* [Assignment] Take each line from the entries that holds "text" and copy it out.

[Stored data]
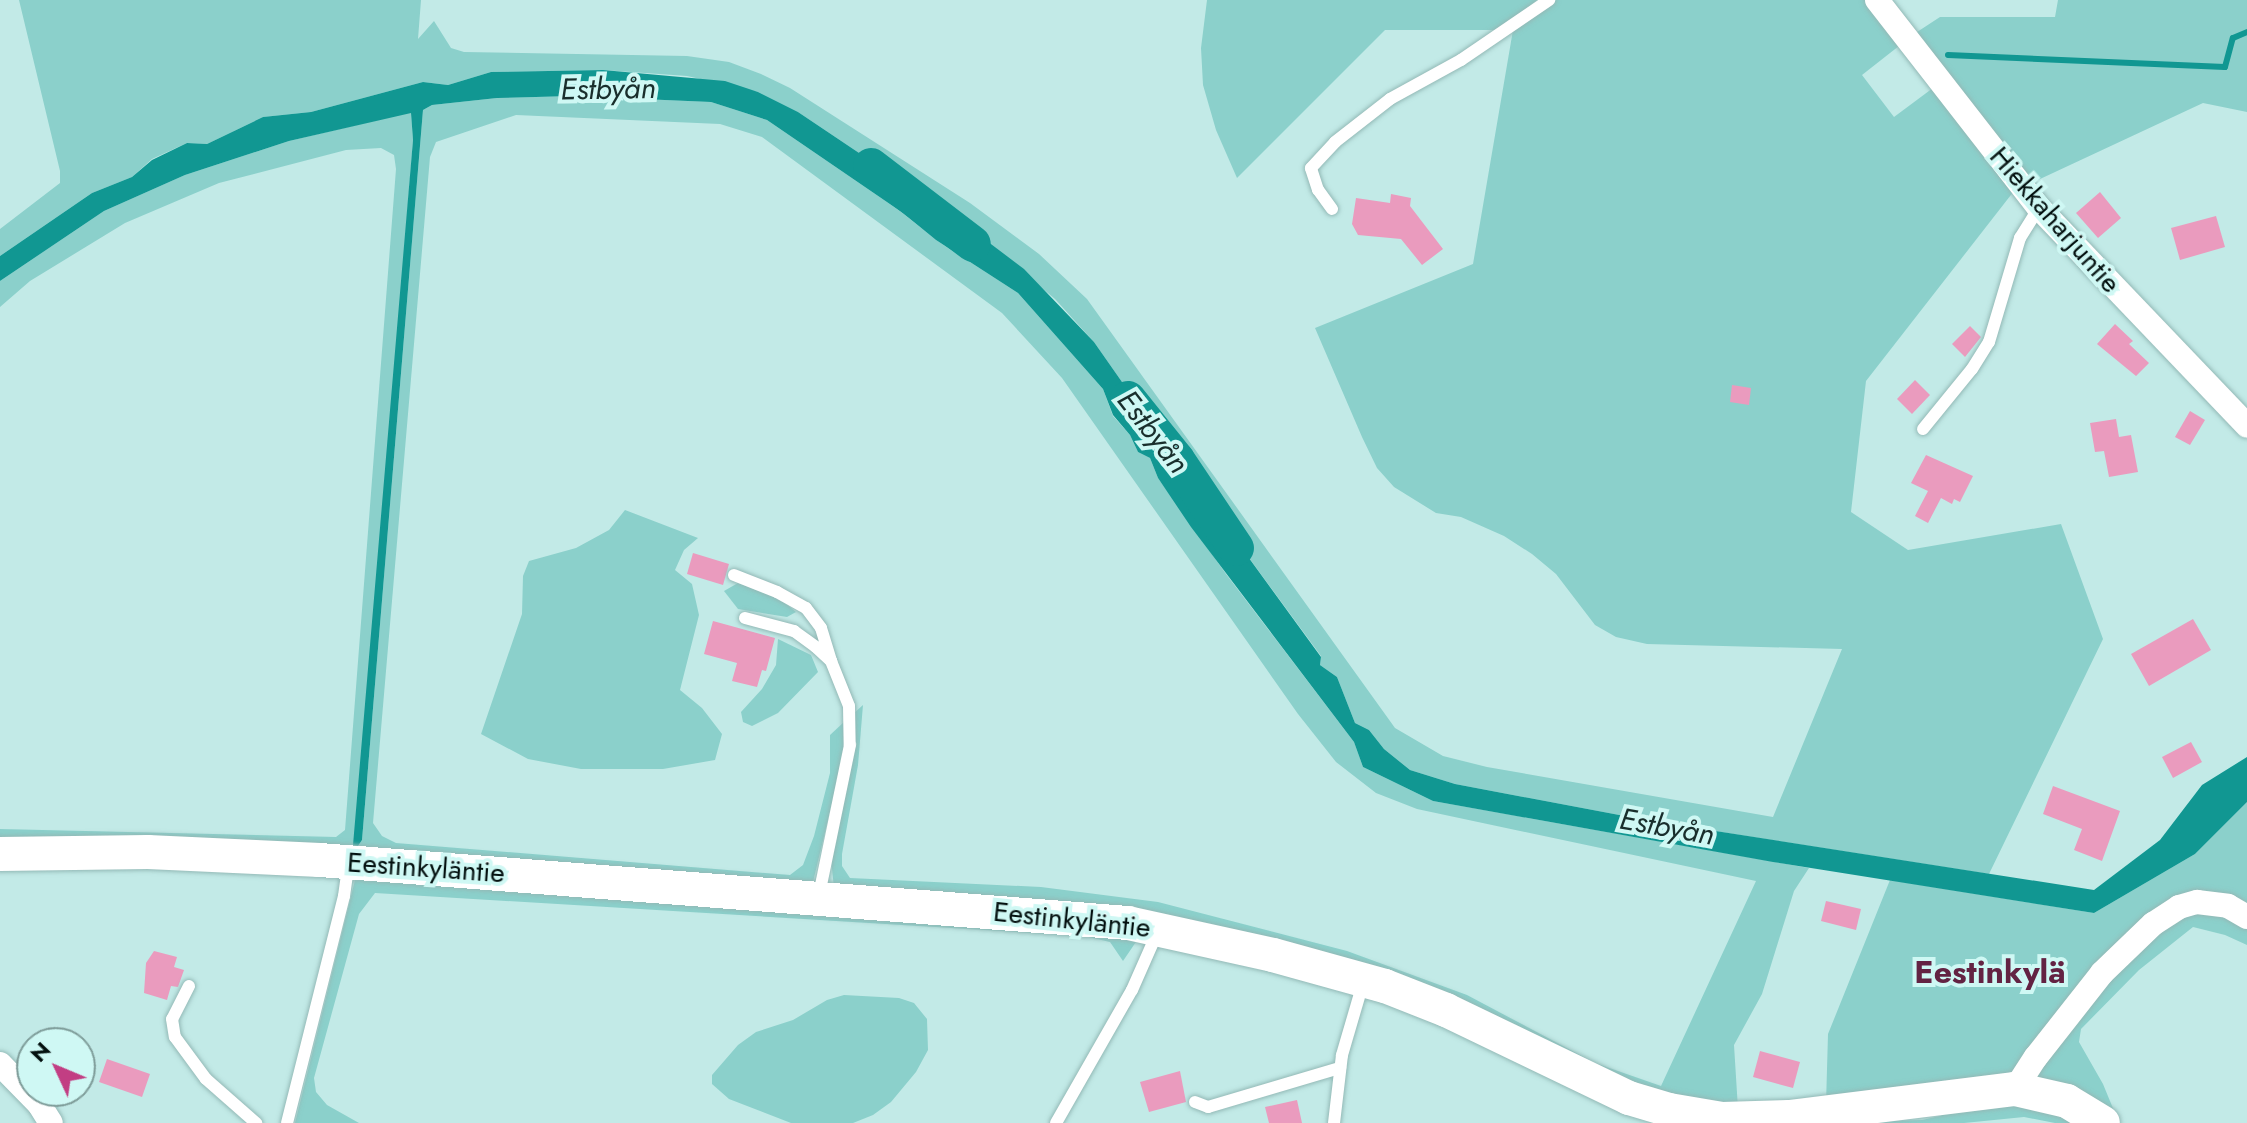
<!DOCTYPE html>
<html>
<head>
<meta charset="utf-8">
<style>
  body { margin:0 }
  #map { position:relative; width:2247px; height:1123px; overflow:hidden; background:#c2eae7; font-family:Jost,sans-serif }
  div>[style] { position:absolute }
  [style*='--x'] { left:calc(var(--x)*1px); top:calc(var(--y)*1px); width:calc(var(--w)*1px); rotate:calc(var(--a)*1deg) }
  .green>* { inset:0; background:#8bd0cb }
  .water>* { inset:0; background:#119792 }
  .stream>* { height:6px; margin:-3px; padding:0 3px; transform-origin:3px; border-radius:3px; background:#119792 }
  .river>* { height:36px; margin:-18px; padding:0 18px; transform-origin:18px; border-radius:18px; background:#119792 }
  .building>* { inset:0; background:#ea9bbe }
  .roads { filter:drop-shadow(0 0 2px #93b9b6) drop-shadow(0 0 2px #93b9b6) }
  .lane>* { height:12px; margin:-6px; padding:0 6px; transform-origin:6px; border-radius:6px; background:#fff }
  .street>* { height:24px; margin:-12px; padding:0 12px; transform-origin:12px; border-radius:12px; background:#fff }
  .secondary>* { height:34px; margin:-17px; padding:0 17px; transform-origin:17px; border-radius:17px; background:#fff }
  span { translate:-50% -50%; white-space:nowrap; text-align:center; line-height:1.15; -webkit-text-stroke:8px #cff8f4; paint-order:stroke }
  .street-label { font-size:28px; color:#041110 }
  .water-label { font-size:30px; color:#192e2c; font-style:italic }
  .quarter-label { font-size:32px; color:#632343; font-weight:700 }
  .north { position:absolute; left:16px; top:1027px; width:80px; height:80px; box-sizing:border-box; background:#cff8f4; border:2px solid #7e9c99; border-radius:50%; rotate:314deg; font-size:22px; font-weight:700; line-height:32px; text-align:center; color:#041110 }
  .north::after { content:''; display:block; margin:auto; width:28px; height:36px; background:#c23e83; clip-path:polygon(50% 0,100% 100%,50% 72%,0 100%) }
</style>
</head>
<body>
<div id="map">
  <div class="green">
    <i style="clip-path:polygon(19px 0,421px 0,418px 39px,434px 21px,451px 48px,464px 52px,687px 56px,729px 62px,761px 74px,790px 88px,970px 203px,1039px 254px,1087px 299px,1395px 728px,1443px 756px,1487px 767px,1773px 817px,1842px 649px,1647px 644px,1616px 637px,1595px 625px,1556px 574px,1532px 554px,1504px 536px,1461px 517px,1436px 513px,1394px 487px,1377px 468px,1362px 437px,1315px 328px,1473px 264px,1513px 30px,1553px 0,1872px 0,1904px 42px,1862px 75px,1894px 117px,1937px 85px,2014px 191px,1866px 381px,1851px 512px,1908px 550px,2061px 524px,2103px 639px,1989px 874px,1651px 821px,1455px 784px,1410px 770px,1384px 749px,1369px 730px,1355px 723px,1337px 677px,1320px 665px,1321px 656px,1222px 521px,1179px 477px,1170px 457px,1136px 402px,1094px 342px,1055px 299px,975px 232px,928px 210px,871px 161px,798px 112px,758px 92px,687px 76px,603px 70px,491px 72px,448px 85px,423px 82px,311px 112px,263px 117px,207px 144px,187px 143px,152px 159px,132px 177px,92px 193px,0 256px,0 229px,60px 183px,60px 171px)"></i>
    <i style="clip-path:polygon(1207px 0,1537px 0,1500px 30px,1385px 30px,1237px 178px,1216px 130px,1203px 85px,1201px 48px)"></i>
    <i style="clip-path:polygon(2058px 0,2247px 0,2247px 112px,2203px 103px,2027px 185px,1914px 34px,1940px 17px,2055px 17px)"></i>
    <i style="clip-path:polygon(572px 96px,711px 102px,767px 120px,903px 213px,936px 240px,1018px 293px,1103px 389px,1113px 416px,1130px 435px,1138px 452px,1150px 458px,1158px 478px,1226px 574px,1354px 742px,1363px 767px,1433px 801px,1809px 868px,1794px 891px,1762px 994px,1734px 1045px,1738px 1109px,1657px 1097px,1397px 981px,834px 888px,831px 859px,853px 714px,863px 705px,858px 765px,842px 854px,842px 866px,850px 878px,1041px 887px,1158px 902px,1347px 951px,1467px 995px,1595px 1063px,1661px 1086px,1756px 881px,1417px 809px,1376px 793px,1336px 762px,1298px 714px,1062px 378px,1002px 313px,762px 137px,720px 124px,516px 115px,436px 142px,430px 157px,373px 823px,382px 836px,396px 843px,790px 875px,803px 865px,814px 836px,830px 773px,830px 735px,844px 722px,844px 753px,813px 882px,0 844px,0 829px,336px 837px,345px 830px,396px 169px,394px 155px,381px 148px,346px 150px,219px 183px,125px 223px,30px 281px,0 307px,0 281px,104px 211px,185px 175px,289px 141px,411px 112px,413px 140px,358px 846px,362px 840px,423px 110px,432px 105px,497px 98px)"></i>
    <i style="clip-path:polygon(625px 510px,698px 538px,684px 550px,675px 570px,692px 584px,699px 615px,680px 690px,702px 708px,722px 734px,715px 760px,663px 769px,581px 769px,528px 759px,481px 734px,522px 614px,523px 576px,529px 561px,576px 548px,609px 530px)"></i>
    <i style="clip-path:polygon(738px 583px,780px 599px,796px 612px,787px 617px,738px 609px,724px 591px)"></i>
    <i style="clip-path:polygon(778px 639px,811px 655px,818px 672px,778px 713px,752px 726px,743px 722px,741px 712px,762px 689px,776px 665px)"></i>
    <i style="clip-path:polygon(2247px 802px,2247px 910px,2186px 895px,2012px 1085px,1826px 1104px,1828px 1034px,1890px 880px,2094px 913px,2195px 854px)"></i>
    <i style="clip-path:polygon(356px 876px,1140px 936px,1123px 961px,1110px 942px,1084px 936px,375px 893px,359px 914px,314px 1078px,316px 1092px,327px 1105px,359px 1123px,295px 1123px)"></i>
    <i style="clip-path:polygon(2207px 911px,2247px 925px,2247px 945px,2225px 935px,2193px 927px,2139px 970px,2081px 1029px,2079px 1042px,2103px 1084px,2119px 1123px,2051px 1090px,2034px 1074px,2039px 1062px,2159px 925px)"></i>
    <i style="clip-path:polygon(844px 995px,899px 998px,914px 1003px,927px 1019px,928px 1050px,916px 1072px,891px 1102px,873px 1115px,853px 1123px,791px 1123px,729px 1099px,712px 1084px,712px 1075px,738px 1045px,756px 1032px,793px 1020px,827px 1000px)"></i>
    <i style="clip-path:polygon(2019px 1102px,2081px 1123px,2055px 1123px,2024px 1117px,1964px 1123px,1813px 1123px,1922px 1120px,1940px 1116px,1960px 1105px)"></i>
  </div>
  <div class="water">
    <i style="clip-path:polygon(603px 70px,725px 81px,758px 92px,798px 112px,871px 161px,928px 210px,975px 232px,1024px 269px,1094px 342px,1136px 402px,1170px 457px,1179px 477px,1222px 521px,1321px 657px,1320px 665px,1337px 677px,1355px 723px,1369px 730px,1384px 749px,1410px 770px,1455px 784px,1651px 821px,2094px 890px,2160px 840px,2202px 785px,2247px 757px,2247px 802px,2195px 854px,2094px 913px,1773px 862px,1433px 801px,1363px 767px,1354px 742px,1191px 527px,1158px 478px,1150px 458px,1138px 452px,1130px 435px,1113px 415px,1103px 389px,1018px 293px,936px 240px,903px 213px,767px 120px,711px 102px,572px 96px,497px 98px,432px 105px,423px 110px,362px 840px,358px 846px,353px 845px,413px 140px,411px 113px,289px 141px,185px 175px,104px 211px,0 281px,0 256px,92px 193px,132px 177px,152px 160px,187px 143px,207px 144px,263px 117px,311px 112px,423px 82px,448px 85px,491px 72px)"></i>
  </div>
  <div class="stream">
    <i style="--x:1948;--y:55;--w:277;--a:2.5"></i>
    <i style="--x:2225;--y:67;--w:30;--a:-75"></i>
    <i style="--x:2233;--y:38;--w:15;--a:-23"></i>
  </div>
  <div class="river">
    <i style="--x:871;--y:166;--w:128;--a:37.4"></i>
    <i style="--x:1128;--y:399;--w:78;--a:51.2"></i>
    <i style="--x:1177;--y:460;--w:106;--a:56.2"></i>
  </div>
  <div class="building">
    <i style="clip-path:polygon(2100px 192px,2121px 218px,2098px 238px,2076px 213px)"></i>
    <i style="clip-path:polygon(1391px 194px,1411px 198px,1410px 206px,1443px 249px,1422px 265px,1401px 239px,1358px 235px,1352px 224px,1356px 198px,1390px 203px)"></i>
    <i style="clip-path:polygon(2216px 216px,2225px 247px,2180px 260px,2171px 228px)"></i>
    <i style="clip-path:polygon(2115px 324px,2133px 341px,2129px 344px,2149px 363px,2136px 376px,2097px 344px)"></i>
    <i style="clip-path:polygon(1970px 326px,1981px 337px,1965px 357px,1952px 344px)"></i>
    <i style="clip-path:polygon(1915px 380px,1930px 395px,1912px 414px,1897px 399px)"></i>
    <i style="clip-path:polygon(1732px 385px,1751px 388px,1749px 405px,1730px 402px)"></i>
    <i style="clip-path:polygon(2190px 411px,2205px 420px,2190px 445px,2175px 437px)"></i>
    <i style="clip-path:polygon(2116px 419px,2119px 437px,2131px 435px,2138px 472px,2109px 477px,2104px 451px,2095px 452px,2090px 423px)"></i>
    <i style="clip-path:polygon(1926px 455px,1973px 476px,1960px 502px,1954px 499px,1952px 504px,1941px 498px,1928px 523px,1915px 516px,1928px 491px,1911px 483px)"></i>
    <i style="clip-path:polygon(693px 553px,729px 564px,723px 585px,687px 574px)"></i>
    <i style="clip-path:polygon(2193px 619px,2211px 650px,2149px 686px,2131px 654px)"></i>
    <i style="clip-path:polygon(713px 621px,775px 638px,766px 671px,762px 670px,757px 687px,732px 681px,737px 663px,704px 654px)"></i>
    <i style="clip-path:polygon(2191px 742px,2202px 762px,2173px 778px,2162px 757px)"></i>
    <i style="clip-path:polygon(2053px 786px,2120px 811px,2102px 861px,2074px 850px,2082px 829px,2043px 814px)"></i>
    <i style="clip-path:polygon(1826px 901px,1861px 909px,1856px 930px,1821px 921px)"></i>
    <i style="clip-path:polygon(154px 951px,177px 957px,174px 967px,184px 970px,178px 987px,171px 986px,167px 1000px,144px 993px,146px 963px)"></i>
    <i style="clip-path:polygon(1760px 1051px,1800px 1062px,1793px 1088px,1753px 1077px)"></i>
    <i style="clip-path:polygon(107px 1059px,150px 1074px,142px 1097px,99px 1082px)"></i>
    <i style="clip-path:polygon(1180px 1071px,1186px 1102px,1149px 1112px,1140px 1082px)"></i>
    <i style="clip-path:polygon(1297px 1100px,1302px 1123px,1269px 1123px,1265px 1107px)"></i>
  </div>
  <div class="roads">
    <div class="lane">
      <i style="--x:1332;--y:209;--w:24;--a:-126"></i>
      <i style="--x:1318;--y:190;--w:23;--a:-108"></i>
      <i style="--x:1311;--y:168;--w:35;--a:-47"></i>
      <i style="--x:1335;--y:142;--w:70;--a:-38"></i>
      <i style="--x:1390;--y:99;--w:81;--a:-28.8"></i>
      <i style="--x:1461;--y:60;--w:107;--a:-34.3"></i>
      <i style="--x:1923;--y:429;--w:77;--a:-50.8"></i>
      <i style="--x:1972;--y:369;--w:32;--a:-58"></i>
      <i style="--x:1989;--y:342;--w:109;--a:-73.4"></i>
      <i style="--x:2020;--y:238;--w:36;--a:-58"></i>
      <i style="--x:734;--y:575;--w:46;--a:21.6"></i>
      <i style="--x:777;--y:592;--w:33;--a:29"></i>
      <i style="--x:806;--y:608;--w:25;--a:53"></i>
      <i style="--x:821;--y:628;--w:34;--a:73"></i>
      <i style="--x:745;--y:618;--w:51;--a:14.9"></i>
      <i style="--x:794;--y:631;--w:27;--a:36"></i>
      <i style="--x:816;--y:647;--w:21;--a:43"></i>
      <i style="--x:831;--y:661;--w:48;--a:68.2"></i>
      <i style="--x:849;--y:706;--w:39;--a:89"></i>
      <i style="--x:850;--y:745;--w:153;--a:101.7"></i>
      <i style="--x:189;--y:986;--w:37;--a:117"></i>
      <i style="--x:172;--y:1019;--w:18;--a:81"></i>
      <i style="--x:175;--y:1037;--w:52;--a:53.6"></i>
      <i style="--x:206;--y:1079;--w:67;--a:41.3"></i>
      <i style="--x:1195;--y:1102;--w:14;--a:21"></i>
      <i style="--x:1208;--y:1107;--w:138;--a:-16.5"></i>
      <i style="--x:287;--y:1123;--w:234;--a:-75.9"></i>
      <i style="--x:344;--y:896;--w:30;--a:-82"></i>
      <i style="--x:1056;--y:1123;--w:153;--a:-60.3"></i>
      <i style="--x:1132;--y:990;--w:64;--a:-66.2"></i>
      <i style="--x:1334;--y:1123;--w:68;--a:-83.3"></i>
      <i style="--x:1342;--y:1055;--w:75;--a:-73.7"></i>
    </div>
    <div class="street">
      <i style="--x:1877;--y:0;--w:264;--a:52.1"></i>
      <i style="--x:2039;--y:208;--w:301;--a:46.3"></i>
      <i style="--x:0;--y:1064;--w:56;--a:45.7"></i>
      <i style="--x:39;--y:1104;--w:22;--a:58"></i>
      <i style="--x:2015;--y:1089;--w:38;--a:-57"></i>
      <i style="--x:2036;--y:1057;--w:107;--a:-51.8"></i>
      <i style="--x:2102;--y:973;--w:71;--a:-43.9"></i>
      <i style="--x:2153;--y:924;--w:31;--a:-33"></i>
      <i style="--x:2179;--y:907;--w:19;--a:-16"></i>
      <i style="--x:2197;--y:902;--w:31;--a:7"></i>
      <i style="--x:2228;--y:906;--w:22;--a:30"></i>
    </div>
    <div class="secondary">
      <i style="--x:0;--y:854;--w:148;--a:-0.8"></i>
      <i style="--x:148;--y:852;--w:172;--a:2.7"></i>
      <i style="--x:320;--y:860;--w:810;--a:4.46"></i>
      <i style="--x:1128;--y:923;--w:148;--a:12.4"></i>
      <i style="--x:1273;--y:955;--w:116;--a:15.5"></i>
      <i style="--x:1385;--y:986;--w:66;--a:21.5"></i>
      <i style="--x:1446;--y:1010;--w:203;--a:25.7"></i>
      <i style="--x:1629;--y:1098;--w:42;--a:16.7"></i>
      <i style="--x:1669;--y:1110;--w:54;--a:9.6"></i>
      <i style="--x:1722;--y:1119;--w:67;--a:-1.7"></i>
      <i style="--x:1789;--y:1117;--w:228;--a:-7.1"></i>
      <i style="--x:2015;--y:1089;--w:53;--a:13"></i>
      <i style="--x:2067;--y:1101;--w:42;--a:31.4"></i>
    </div>
  </div>
  <div class="street-label">
    <span style="left:2055px;top:220px;rotate:49deg">Hiekkaharjuntie</span>
    <span style="left:426px;top:868px;rotate:4deg">Eestinkyläntie</span>
    <span style="left:1072px;top:920px;rotate:6deg">Eestinkyläntie</span>
  </div>
  <div class="water-label">
    <span style="left:608px;top:89px;rotate:-1deg">Estbyån</span>
    <span style="left:1153px;top:432px;rotate:52deg">Estbyån</span>
    <span style="left:1667px;top:827px;rotate:10deg">Estbyån</span>
  </div>
  <div class="quarter-label">
    <span style="left:1990px;top:972px">Eestinkylä</span>
  </div>
  <div class="north">N</div>
</div>
</body>
</html>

* [Completed exercise]
  span { translate:-50% -50%; white-space:nowrap; text-align:center; line-height:1.15; -webkit-text-stroke:8px #cff8f4; paint-order:stroke }
  .north { position:absolute; left:16px; top:1027px; width:80px; height:80px; box-sizing:border-box; background:#cff8f4; border:2px solid #7e9c99; border-radius:50%; rotate:314deg; font-size:22px; font-weight:700; line-height:32px; text-align:center; color:#041110 }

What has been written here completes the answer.